For all 17 species for which chromosomal compartment was annotated, autosomal genes were more biased than X-linked genes, significantly so for 15/17 species (P < 0.05 after Benjamini–Hochberg correction, the exceptions being gorilla and opossum), in an analysis of covariance (ANCOVA) taking into account the important covariates of exon and intron lengths (Moriyama and Powell 1998; Duret and Mouchiroud 1999; Comeron and Kreitman 2000; Vinogradov 2001; Stoletzki and Eyre-Walker 2007; Stoletzki 2011; Behura et al. 2013; Fig.3A and B, Appendices S3 and S6). The reduced bias of X-linked genes is consistent with their expected reduction in Ne relative to autosomes, although much of the variation remains to be explained.

Figure 3

Within species, ENCp differed across genomic compartments predicted to have different effective population sizes: X versus autosomes (A and B) or centromeric versus telomeric regions (C and D). Species numbered as in Figure2. Bars represent 95% confidence intervals of medians estimated by bootstrapping the dataset 10,000 times. The pattern of reduced CUB on X-linked genes observed here is opposite that observed in flies, worms, and plants, where X-linked genes were more strongly biased than autosomes (Singh et al. 2005; Haddrill et al. 2010; Zeng and Charlesworth 2010; Qiu et al. 2011a). Although outside the main focus of this manuscript, the differences may be due to differences in X inactivation, dosage compensation, and/or the history of gene traffic between X and autosomes (Emerson et al. 2004).

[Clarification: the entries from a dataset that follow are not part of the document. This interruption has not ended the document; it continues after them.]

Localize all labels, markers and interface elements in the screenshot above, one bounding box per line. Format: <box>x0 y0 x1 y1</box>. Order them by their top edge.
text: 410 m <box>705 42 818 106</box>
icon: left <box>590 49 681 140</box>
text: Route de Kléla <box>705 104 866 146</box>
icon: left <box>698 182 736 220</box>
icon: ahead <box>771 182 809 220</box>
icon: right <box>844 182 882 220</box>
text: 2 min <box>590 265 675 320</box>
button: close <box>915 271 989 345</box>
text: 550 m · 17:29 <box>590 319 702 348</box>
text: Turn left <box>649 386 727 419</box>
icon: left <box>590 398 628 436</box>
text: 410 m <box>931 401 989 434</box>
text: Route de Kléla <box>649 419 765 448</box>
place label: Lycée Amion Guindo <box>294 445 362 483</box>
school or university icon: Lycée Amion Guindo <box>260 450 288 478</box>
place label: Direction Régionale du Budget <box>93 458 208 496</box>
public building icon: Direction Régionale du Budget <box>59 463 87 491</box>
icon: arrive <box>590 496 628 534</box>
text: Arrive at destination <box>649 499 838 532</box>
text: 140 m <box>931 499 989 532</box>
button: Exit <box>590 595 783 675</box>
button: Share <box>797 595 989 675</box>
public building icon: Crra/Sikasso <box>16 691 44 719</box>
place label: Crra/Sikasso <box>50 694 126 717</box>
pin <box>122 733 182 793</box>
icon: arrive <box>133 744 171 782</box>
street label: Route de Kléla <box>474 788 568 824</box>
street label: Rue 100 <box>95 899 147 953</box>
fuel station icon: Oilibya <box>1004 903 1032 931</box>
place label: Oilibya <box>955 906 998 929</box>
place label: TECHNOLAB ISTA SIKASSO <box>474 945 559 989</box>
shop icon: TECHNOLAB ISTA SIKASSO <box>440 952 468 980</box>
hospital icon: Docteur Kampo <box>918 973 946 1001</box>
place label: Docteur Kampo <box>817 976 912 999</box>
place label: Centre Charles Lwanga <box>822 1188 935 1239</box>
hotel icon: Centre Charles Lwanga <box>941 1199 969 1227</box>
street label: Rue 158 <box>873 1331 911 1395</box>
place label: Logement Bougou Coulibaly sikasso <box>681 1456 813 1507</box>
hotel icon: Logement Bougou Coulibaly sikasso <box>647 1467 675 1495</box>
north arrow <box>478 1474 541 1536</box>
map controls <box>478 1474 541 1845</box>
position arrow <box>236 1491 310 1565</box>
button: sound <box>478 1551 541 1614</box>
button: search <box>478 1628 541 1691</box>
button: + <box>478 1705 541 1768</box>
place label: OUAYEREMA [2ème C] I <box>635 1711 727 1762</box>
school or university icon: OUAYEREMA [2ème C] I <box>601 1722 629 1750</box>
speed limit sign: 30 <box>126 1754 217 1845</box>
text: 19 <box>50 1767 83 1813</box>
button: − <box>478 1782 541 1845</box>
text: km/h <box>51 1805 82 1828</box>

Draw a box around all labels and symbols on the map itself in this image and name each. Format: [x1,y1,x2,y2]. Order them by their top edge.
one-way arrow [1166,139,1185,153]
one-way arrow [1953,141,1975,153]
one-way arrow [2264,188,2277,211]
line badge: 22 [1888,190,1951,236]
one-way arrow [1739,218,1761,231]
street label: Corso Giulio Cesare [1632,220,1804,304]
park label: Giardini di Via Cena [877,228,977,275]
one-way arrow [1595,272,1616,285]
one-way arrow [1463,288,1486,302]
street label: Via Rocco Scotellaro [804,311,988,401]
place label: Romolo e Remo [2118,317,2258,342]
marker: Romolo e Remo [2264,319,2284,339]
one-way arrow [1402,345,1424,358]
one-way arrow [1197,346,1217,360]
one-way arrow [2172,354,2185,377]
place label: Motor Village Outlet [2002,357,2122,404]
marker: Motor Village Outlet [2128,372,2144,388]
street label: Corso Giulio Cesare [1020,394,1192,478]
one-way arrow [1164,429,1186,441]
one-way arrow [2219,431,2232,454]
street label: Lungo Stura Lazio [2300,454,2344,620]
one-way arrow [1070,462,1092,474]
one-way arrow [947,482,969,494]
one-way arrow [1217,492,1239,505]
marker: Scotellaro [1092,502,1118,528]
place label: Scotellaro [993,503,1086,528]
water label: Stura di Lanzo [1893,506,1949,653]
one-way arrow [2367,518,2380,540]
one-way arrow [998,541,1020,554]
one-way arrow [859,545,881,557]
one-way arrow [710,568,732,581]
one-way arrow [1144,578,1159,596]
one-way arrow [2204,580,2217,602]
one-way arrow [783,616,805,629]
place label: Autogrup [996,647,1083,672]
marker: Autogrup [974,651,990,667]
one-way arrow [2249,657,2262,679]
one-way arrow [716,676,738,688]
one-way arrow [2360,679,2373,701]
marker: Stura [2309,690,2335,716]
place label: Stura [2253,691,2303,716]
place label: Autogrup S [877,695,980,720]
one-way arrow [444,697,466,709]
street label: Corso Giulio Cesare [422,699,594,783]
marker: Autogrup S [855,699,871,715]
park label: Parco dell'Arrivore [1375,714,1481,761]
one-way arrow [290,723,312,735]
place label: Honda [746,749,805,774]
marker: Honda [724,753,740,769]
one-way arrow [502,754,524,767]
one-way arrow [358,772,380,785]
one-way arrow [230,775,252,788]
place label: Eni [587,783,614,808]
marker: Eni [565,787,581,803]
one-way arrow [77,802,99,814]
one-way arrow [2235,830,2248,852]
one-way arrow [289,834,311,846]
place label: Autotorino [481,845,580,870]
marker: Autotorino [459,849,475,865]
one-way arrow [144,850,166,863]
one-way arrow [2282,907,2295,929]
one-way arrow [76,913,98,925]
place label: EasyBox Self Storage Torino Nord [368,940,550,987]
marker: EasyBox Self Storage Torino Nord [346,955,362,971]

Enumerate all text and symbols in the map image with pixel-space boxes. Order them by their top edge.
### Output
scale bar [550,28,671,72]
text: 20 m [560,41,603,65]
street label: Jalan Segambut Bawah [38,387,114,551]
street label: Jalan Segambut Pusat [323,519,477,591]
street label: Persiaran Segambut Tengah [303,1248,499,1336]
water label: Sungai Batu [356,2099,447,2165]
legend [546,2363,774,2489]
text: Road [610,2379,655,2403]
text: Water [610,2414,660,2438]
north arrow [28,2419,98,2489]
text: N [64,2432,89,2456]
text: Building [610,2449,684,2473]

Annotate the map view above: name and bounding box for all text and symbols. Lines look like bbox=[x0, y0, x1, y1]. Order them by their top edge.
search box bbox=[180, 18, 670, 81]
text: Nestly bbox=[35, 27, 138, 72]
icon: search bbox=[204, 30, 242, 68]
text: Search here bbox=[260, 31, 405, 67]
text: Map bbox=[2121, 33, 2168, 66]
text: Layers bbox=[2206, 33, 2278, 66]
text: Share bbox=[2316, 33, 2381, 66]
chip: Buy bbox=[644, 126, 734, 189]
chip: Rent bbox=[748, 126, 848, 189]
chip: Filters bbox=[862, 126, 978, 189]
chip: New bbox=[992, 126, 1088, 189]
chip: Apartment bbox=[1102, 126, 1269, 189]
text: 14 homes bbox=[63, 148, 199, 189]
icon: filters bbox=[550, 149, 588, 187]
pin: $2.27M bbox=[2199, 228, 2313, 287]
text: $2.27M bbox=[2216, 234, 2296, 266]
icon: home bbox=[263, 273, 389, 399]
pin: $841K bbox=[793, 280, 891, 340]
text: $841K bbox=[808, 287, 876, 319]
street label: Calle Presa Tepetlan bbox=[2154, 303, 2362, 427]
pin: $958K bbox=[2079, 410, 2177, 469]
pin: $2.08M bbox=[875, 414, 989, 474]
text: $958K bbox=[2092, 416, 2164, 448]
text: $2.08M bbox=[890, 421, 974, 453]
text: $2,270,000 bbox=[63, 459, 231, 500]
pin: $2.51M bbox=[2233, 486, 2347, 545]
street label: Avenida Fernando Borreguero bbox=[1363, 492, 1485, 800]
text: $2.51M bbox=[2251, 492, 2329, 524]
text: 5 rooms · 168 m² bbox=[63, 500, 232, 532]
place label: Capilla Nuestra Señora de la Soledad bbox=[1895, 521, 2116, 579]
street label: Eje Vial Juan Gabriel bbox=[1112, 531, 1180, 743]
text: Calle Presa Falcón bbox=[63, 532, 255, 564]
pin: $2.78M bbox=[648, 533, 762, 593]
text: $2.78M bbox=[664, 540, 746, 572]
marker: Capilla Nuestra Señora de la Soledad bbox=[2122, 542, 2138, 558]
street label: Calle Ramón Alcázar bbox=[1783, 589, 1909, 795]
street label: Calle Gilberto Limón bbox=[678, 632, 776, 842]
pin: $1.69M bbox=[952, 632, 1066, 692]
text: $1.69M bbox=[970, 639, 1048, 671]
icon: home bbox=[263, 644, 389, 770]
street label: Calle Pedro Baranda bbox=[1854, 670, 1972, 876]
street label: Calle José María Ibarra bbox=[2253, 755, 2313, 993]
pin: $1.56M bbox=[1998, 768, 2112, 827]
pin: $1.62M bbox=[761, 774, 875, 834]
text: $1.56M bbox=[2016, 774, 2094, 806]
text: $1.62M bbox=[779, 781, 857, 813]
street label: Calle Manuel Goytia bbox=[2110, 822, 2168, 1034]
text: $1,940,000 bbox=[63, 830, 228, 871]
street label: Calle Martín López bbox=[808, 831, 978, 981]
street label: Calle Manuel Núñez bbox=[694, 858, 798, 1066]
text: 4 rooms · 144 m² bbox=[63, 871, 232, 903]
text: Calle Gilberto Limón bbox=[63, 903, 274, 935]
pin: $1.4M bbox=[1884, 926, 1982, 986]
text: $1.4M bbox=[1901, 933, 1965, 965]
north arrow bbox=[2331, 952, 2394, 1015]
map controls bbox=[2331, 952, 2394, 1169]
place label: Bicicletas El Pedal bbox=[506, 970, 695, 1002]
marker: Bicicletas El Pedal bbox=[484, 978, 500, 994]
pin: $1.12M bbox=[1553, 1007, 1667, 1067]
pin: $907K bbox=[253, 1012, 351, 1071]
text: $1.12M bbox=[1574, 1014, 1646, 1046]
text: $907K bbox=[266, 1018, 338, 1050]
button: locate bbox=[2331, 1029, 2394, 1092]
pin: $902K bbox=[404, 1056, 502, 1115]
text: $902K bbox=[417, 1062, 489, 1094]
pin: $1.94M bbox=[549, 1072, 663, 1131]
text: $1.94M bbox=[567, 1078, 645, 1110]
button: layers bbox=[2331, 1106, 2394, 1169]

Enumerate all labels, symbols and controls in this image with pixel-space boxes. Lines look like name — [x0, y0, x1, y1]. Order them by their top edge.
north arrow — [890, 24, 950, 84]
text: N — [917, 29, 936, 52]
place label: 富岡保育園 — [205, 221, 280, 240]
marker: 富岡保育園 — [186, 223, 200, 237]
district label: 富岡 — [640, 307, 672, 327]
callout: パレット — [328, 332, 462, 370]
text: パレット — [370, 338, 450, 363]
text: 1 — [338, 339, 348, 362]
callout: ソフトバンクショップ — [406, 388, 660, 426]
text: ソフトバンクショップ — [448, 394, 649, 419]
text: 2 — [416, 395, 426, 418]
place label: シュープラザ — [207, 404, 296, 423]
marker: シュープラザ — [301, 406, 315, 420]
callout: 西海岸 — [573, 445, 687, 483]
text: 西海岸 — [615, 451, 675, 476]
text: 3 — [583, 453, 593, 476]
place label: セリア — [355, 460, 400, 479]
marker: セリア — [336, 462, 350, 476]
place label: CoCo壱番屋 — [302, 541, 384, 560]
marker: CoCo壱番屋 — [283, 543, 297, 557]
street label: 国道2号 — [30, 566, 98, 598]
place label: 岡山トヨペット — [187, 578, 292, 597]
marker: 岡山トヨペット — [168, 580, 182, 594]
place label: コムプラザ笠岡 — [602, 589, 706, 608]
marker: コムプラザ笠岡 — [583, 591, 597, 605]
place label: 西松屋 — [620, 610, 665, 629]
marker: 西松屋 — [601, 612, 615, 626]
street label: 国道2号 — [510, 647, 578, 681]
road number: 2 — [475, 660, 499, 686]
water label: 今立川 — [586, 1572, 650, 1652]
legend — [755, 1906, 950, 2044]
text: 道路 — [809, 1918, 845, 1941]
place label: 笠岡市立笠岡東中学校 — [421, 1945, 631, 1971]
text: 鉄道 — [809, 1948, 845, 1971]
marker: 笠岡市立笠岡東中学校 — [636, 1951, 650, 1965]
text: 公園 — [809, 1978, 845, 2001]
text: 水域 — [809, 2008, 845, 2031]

Codon bias was weaker for low recombination genes

For all five species for which centromere and telomere were annotated, centromeric genes were less biased then telomeric genes, significantly so for 4/5 species (P < 0.05 after Benjamini–Hochberg correction, with marmoset the exception) in an ANCOVA taking into account length of exons and introns (Fig.3C and D, Appendices S3 and S7). As with comparisons between X chromosomes and autosomes, this result is consistent with the idea that intragenomic differences in Ne predict variation in CUB. Although recombination itself may favor mutations toward GC (Marais et al. 2001), such processes are not expected to explain our results because ENCp takes mutational biases into account. As argued in Materials and Methods, we chose a biologically meaningful chromosome length (10 Mb) to define centromeric and telomeric loci, but we uncovered the same qualitative results if used either 20 Mb or 5 Mb cutoffs instead.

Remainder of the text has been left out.